Within the records, say how many lines include the word "first"; the answer should be the number and no more.

*** Begin section ***

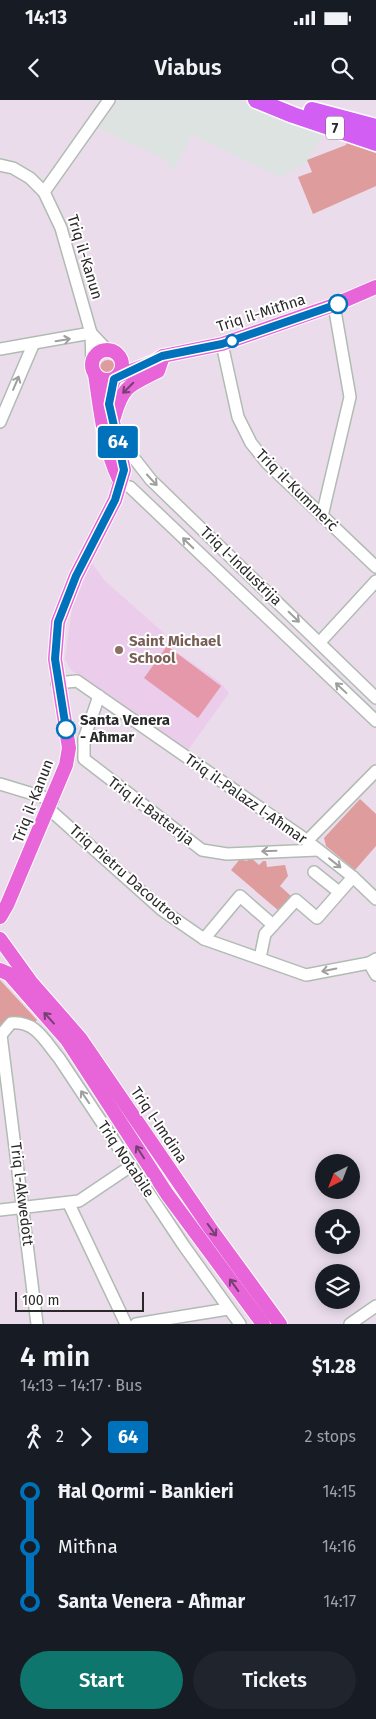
<!DOCTYPE html>
<html lang="en">
<head>
<meta charset="utf-8">
<style>
  body { margin:0; font-family:"Fira Sans",sans-serif; background:#20242c; color:#f1f3f6; height:100vh; display:flex; flex-direction:column; font-size:19px; white-space:nowrap }
  * { box-sizing:border-box; margin:0 }
  p { font-size:16px; color:#9ea1a6 }
  .icon { flex:none; width:28px; height:28px; fill:none; stroke:currentColor; stroke-width:2; stroke-linecap:round; stroke-linejoin:round }
  .map { position:relative; height:1224px; overflow:hidden }
  .side { display:flex; flex-direction:column; background:#171b24; flex:1 }
  .side>* { flex:none }
  .badge { padding:0 10px; border-radius:4px; font-size:18px; line-height:32px }
  .needle { width:32px; rotate:222deg }
  .tools { position:absolute; left:315px; top:1054px; display:grid; gap:10px }
  .tools a { display:grid; place-items:center; width:45px; height:45px; border-radius:50%; background:#171b24; box-shadow:0 2px 12px #0003; font-size:25px }
  .scale { position:absolute; left:15px; bottom:12px; width:129px; box-sizing:border-box; padding-left:5px; border:2px solid #292929; border-top:0; font-size:14px; line-height:18px; white-space:nowrap; color:#292929; -webkit-text-stroke:4px #fff; paint-order:stroke }
  .map>.badge { position:absolute; translate:-50% -50%; box-shadow:0 0 0 2px #fff }
  .legs { display:flex; align-items:center; gap:8px; height:55px; padding:0 20px; font-size:16px }
  .legs p { margin-inline-start:auto }
  .overview { display:flex; align-items:center; justify-content:space-between; height:85px; padding:0 20px }
  h1 { font-size:28px; font-weight:600; line-height:38px }
  .action { display:flex; gap:10px; margin-top:auto; padding:10px 20px }
  .action a { flex:1; height:58px; border-radius:30px; background:#0f766e; color:#fff; font-size:20px; font-weight:600; line-height:58px; text-align:center }
  .action a+a { background:#20242c; color:#f1f3f6 }
  ul { padding:0 20px; list-style:none }
  li { display:flex; align-items:center; gap:18px; height:55px; font-size:19px }
  li i { display:grid; place-items:center; width:8px; height:100%; margin:0 6px; background:currentColor }
  li i::after { content:''; width:12px; height:12px; margin:-6px; border:4px solid; border-radius:50%; background:#171b24 }
  li p { margin-inline-start:auto }
  li:first-child i { background:linear-gradient(#0000 50%,currentColor 0) }
  li:last-child i { background:linear-gradient(currentColor 50%,#0000 0) }
  .status { display:flex; justify-content:space-between; align-items:center; height:35px; padding:0 25px; background:#171b24; direction:ltr }
  .status svg { height:14px; fill:currentColor }
  header { display:flex; justify-content:space-between; align-items:center; height:65px; padding:0 20px; background:#171b24; font-size:22px; font-weight:600 }
  .map>svg:first-child { display:block }
  .industrial { fill:#dce3e1 }
  .education { fill:#ebcceb }
  .green { fill:#de9c9c }
  .pitch { fill:#e598a9 }
  .lines { fill:none; stroke-linecap:round; stroke-linejoin:round }
  .minor-casing { stroke:#b0bcb2; stroke-width:14 }
  .major-casing { stroke:#fff; stroke-width:16 }
  .highway-casing { stroke:#fff; stroke-width:19 }
  .minor { stroke:#fff; stroke-width:11 }
  .major { stroke:#e765d8; stroke-width:14 }
  .highway { stroke:#d35ef4; stroke-width:16 }
  .oneway { stroke:#9f9f9f }
  .oneway2 { stroke:#75416f }
  .line-1-casing { stroke:#fff; stroke-width:11 }
  .line-1 { stroke:#0072bc; stroke-width:8 }
  .stop-1-dot { fill:#fff; stroke:#0072bc; stroke-width:2.5 }
  .education-dot { fill:#8d6e63; stroke:#fff; stroke-width:2 }
  .labels { text-anchor:middle; stroke-width:4; stroke-linejoin:round; paint-order:stroke }
  .shield { fill:#fff; stroke:#696969; stroke-width:1 }
  .shield-label { font-size:14px; font-weight:bold; fill:#292929 }
  .street-label { font-size:15px; fill:#292929; stroke:#fff }
  .education-label { font-size:15px; font-weight:bold; fill:#785e54; stroke:#fff; text-anchor:start }
  .stop-label { font-size:15px; font-weight:bold; fill:#292929; stroke:#fff; text-anchor:start }
</style>
</head>
<body>
<div class="status"><b>14:13</b><svg viewBox="0 0 49 12"><path d="M0 12V9h3v3zM5 12V6h3v6zM10 12V3h3v9zM15 12V0h3v12zM26 1h20v11H26zM47 4h2v5h-2z"/></svg></div>
<header><svg class="icon" aria-label="back" viewBox="0 0 24 24"><path d="M15 5l-7 7 7 7"/></svg>Viabus<svg class="icon" aria-label="search" viewBox="0 0 24 24"><circle cx="10" cy="10" r="6"/><path d="M15 15l6 6"/></svg></header>
<div class="map">
<svg width="376" height="1224" viewBox="0 0 376 1224">
  <rect width="100%" height="100%" fill="#eadceb"/>
  <path class="industrial" d="M119,0H237L323,35L306,63L280,77L192,35L174,70L165,59L98,28Z"/>
  <path class="education" d="M91,462L105,481L165,534L159,540L220,582L229,593L188,650L71,570L65,559L72,508Z"/>
  <g class="green">
    <path d="M348,40L376,53V86L313,114L298,77L312,72L307,60L346,45Z"/>
    <circle cx="108" cy="268" r="8"/>
    <path d="M360,699L376,714V746L355,770L326,746L324,738Z"/>
    <path d="M250,757L259,765L263,761H266L267,767L285,765L288,776L280,786L291,796L279,811L231,770L240,759L247,761Z"/>
    <path d="M0,880L37,920L35,922L27,920L0,928Z"/>
  </g>
  <path class="pitch" d="M167,546L221,586L198,618L144,578Z"/>
  <g class="lines">
    <defs>
      <g id="minor">
        <path d="M0,65L13,68L30,78L44,92L61,128L91,233L92,262"/>
        <path d="M44,92L109,0"/>
        <path d="M91,233L107,250"/>
        <path d="M222,244L238,317L251,343L267,363L376,467"/>
        <path d="M0,249L91,233"/>
        <path d="M0,322L33,245"/>
        <path d="M118,332L133,357L151,380L376,598"/>
        <path d="M118,384L130,387L376,621"/>
        <path d="M322,416L350,297L334,205"/>
        <path d="M320,542L376,481"/>
        <path d="M57,583L77,581L302,737L353,777L376,799"/>
        <path d="M99,596L84,639V659L202,750L227,754L318,750"/>
        <path d="M0,684L53,700"/>
        <path d="M49,709L162,810L204,839L306,875L369,863L376,859"/>
        <path d="M307,741L376,671"/>
        <path d="M314,772L339,792"/>
        <path d="M204,839L240,796L273,825"/>
        <path d="M260,858L265,834L296,800L317,818L353,777"/>
        <path d="M369,863L376,875"/>
        <path d="M1,935L11,923C36,921 44,940 59,958L184,1146L240,1224"/>
        <path d="M1,935L37,1224"/>
        <path d="M69,1104L126,1224"/>
        <path d="M0,1110L79,1101L131,1066"/>
        <path d="M136,1224L228,1209"/>
        <path d="M350,1224L376,1206"/>
      </g>
      <g id="major">
        <circle cx="107" cy="265" r="15"/>
        <path d="M95,274C100,308 104,348 119,379"/>
        <path d="M118,276L154,262L163,256L222,244L334,205L376,187"/>
        <path d="M114,317C123,285 130,285 158,271L163,256"/>
        <path d="M0,817L7,805L66,665L69,648L55,559L58,522L76,476L115,400L124,370L109,304V294L114,279"/>
        <path d="M0,839L31,882L80,938L210,1128L280,1224"/>
        <path d="M0,870L9,874L67,940L167,1094L263,1224"/>
      </g>
      <g id="highway">
        <path d="M256,0L293,15L376,43"/>
        <path d="M312,10L376,27"/>
      </g>
    </defs>
    <use href="#minor" class="minor-casing"/>
    <use href="#major" class="major-casing"/>
    <use href="#highway" class="highway-casing"/>
    <use href="#minor" class="minor"/>
    <use href="#major" class="major"/>
    <use href="#highway" class="highway"/>
  </g>
  <defs><path id="oneway-shaft" d="M-6 0H5M1.5-3L5.5 0L1.5 3" fill="none" stroke-width="1.6" stroke-linecap="round" stroke-linejoin="round" transform="scale(1.25)"/></defs>
  <g class="oneway">
    <use href="#oneway-shaft" transform="translate(63 240) rotate(-9)"/>
    <use href="#oneway-shaft" transform="translate(16 283) rotate(-67)"/>
    <use href="#oneway-shaft" transform="translate(152 380) rotate(47)"/>
    <use href="#oneway-shaft" transform="translate(188 443) rotate(-136)"/>
    <use href="#oneway-shaft" transform="translate(294 517) rotate(44)"/>
    <use href="#oneway-shaft" transform="translate(341 588) rotate(-137)"/>
    <use href="#oneway-shaft" transform="translate(269 751) rotate(178)"/>
    <use href="#oneway-shaft" transform="translate(335 763) rotate(38)"/>
    <use href="#oneway-shaft" transform="translate(329 870) rotate(169)"/>
    <use href="#oneway-shaft" transform="translate(85 997) rotate(-124)"/>
  </g>
  <g class="oneway2">
    <use href="#oneway-shaft" transform="translate(128 288) rotate(135)"/>
    <use href="#oneway-shaft" transform="translate(49 918) rotate(-132)"/>
    <use href="#oneway-shaft" transform="translate(140 1052) rotate(-123)"/>
    <use href="#oneway-shaft" transform="translate(212 1130) rotate(54)"/>
    <use href="#oneway-shaft" transform="translate(234 1185) rotate(-126)"/>
  </g>
  <g class="lines">
    <defs>
      <path id="line-1" d="M66,629L55,559L58,522L76,476L115,400L124,370L109,304L114,279L162,256L222,244L338,204"/>
    </defs>
    <use href="#line-1" class="line-1-casing"/>
    <use href="#line-1" class="line-1"/>
  </g>
  <g class="stop-1-dot">
    <circle cx="338" cy="204" r="9"/>
    <circle cx="232" cy="241" r="6"/>
    <circle cx="66" cy="629" r="9"/>
  </g>
  <circle class="education-dot" cx="119" cy="550" r="5"/>
  <g class="labels">
    <rect class="shield" x="326" y="16.5" width="18" height="23" rx="4"/>
    <g class="shield-label">
      <text x="335" y="33">7</text>
    </g>
    <g class="street-label">
      <text transform="translate(85 157) rotate(73)" y="5">Triq il-Kanun</text>
      <text transform="translate(261 213) rotate(-18)" y="5">Triq il-Mitħna</text>
      <text transform="translate(297 390) rotate(45)" y="5">Triq il-Kummerċ</text>
      <text transform="translate(241 466) rotate(44)" y="5">Triq l-Industrija</text>
      <text transform="translate(246 699) rotate(35)" y="5">Triq il-Palazz l-Aħmar</text>
      <text transform="translate(33 701) rotate(-69)" y="5">Triq il-Kanun</text>
      <text transform="translate(151 711) rotate(37)" y="5">Triq il-Batterija</text>
      <text transform="translate(126 775) rotate(41)" y="5">Triq Pietru Dacoutros</text>
      <text transform="translate(159 1025) rotate(56)" y="5">Triq l-Imdina</text>
      <text transform="translate(126 1059) rotate(56)" y="5">Triq Notabile</text>
      <text transform="translate(22 1094) rotate(83)" y="5">Triq l-Akwedott</text>
    </g>
    <g class="education-label">
      <text x="129" y="546">Saint Michael<tspan x="129" dy="17">School</tspan></text>
    </g>
    <g class="stop-label">
      <text x="80" y="625">Santa Venera<tspan x="80" dy="17">- Aħmar</tspan></text>
    </g>
  </g>
</svg>
<div class="tools">
<a><svg class="needle" viewBox="-14 -14 28 28"><path d="M0-13l5 13h-10z" fill="#e53935"/><path d="M0 13l5-13h-10z" fill="#9ea1a6"/></svg></a>
<a><svg class="icon" aria-label="locate" viewBox="0 0 24 24"><circle cx="12" cy="12" r="6"/><path d="M12 2v4M12 18v4M2 12h4M18 12h4"/></svg></a>
<a><svg class="icon" aria-label="layers" viewBox="0 0 24 24"><path d="M12 4l9 5-9 5-9-5zM3 14l9 5 9-5"/></svg></a>
</div>
<div class="scale">100 m</div>
<b class="badge" style="left:118px;top:342px;background:#0072bc;color:#fff">64</b>
</div>
<section class="side">
<div class="overview"><div><h1>4 min</h1><p>14:13 – 14:17 · Bus</p></div><b>$1.28</b></div>
<div class="legs"><svg class="icon" aria-label="walk" viewBox="0 0 24 24"><circle cx="13" cy="4" r="2"/><path d="M13 8l-2 6 4 7M11 14l-3 7M7 12l3-4h3l4 4"/></svg>2<svg class="icon" aria-label="forward" viewBox="0 0 24 24"><path d="M9 5l7 7-7 7"/></svg><b class="badge" style="background:#0072bc;color:#fff">64</b><p>2 stops</p></div>
<ul>
<li><i style="color:#0072bc"></i><b>Ħal Qormi - Bankieri</b><p>14:15</p></li>
<li><i style="color:#0072bc"></i><span>Mitħna</span><p>14:16</p></li>
<li><i style="color:#0072bc"></i><b>Santa Venera - Aħmar</b><p>14:17</p></li>
</ul>
<div class="action"><a>Start</a><a>Tickets</a></div>
</section>
</body>
</html>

*** End section ***

— Exercise result —
2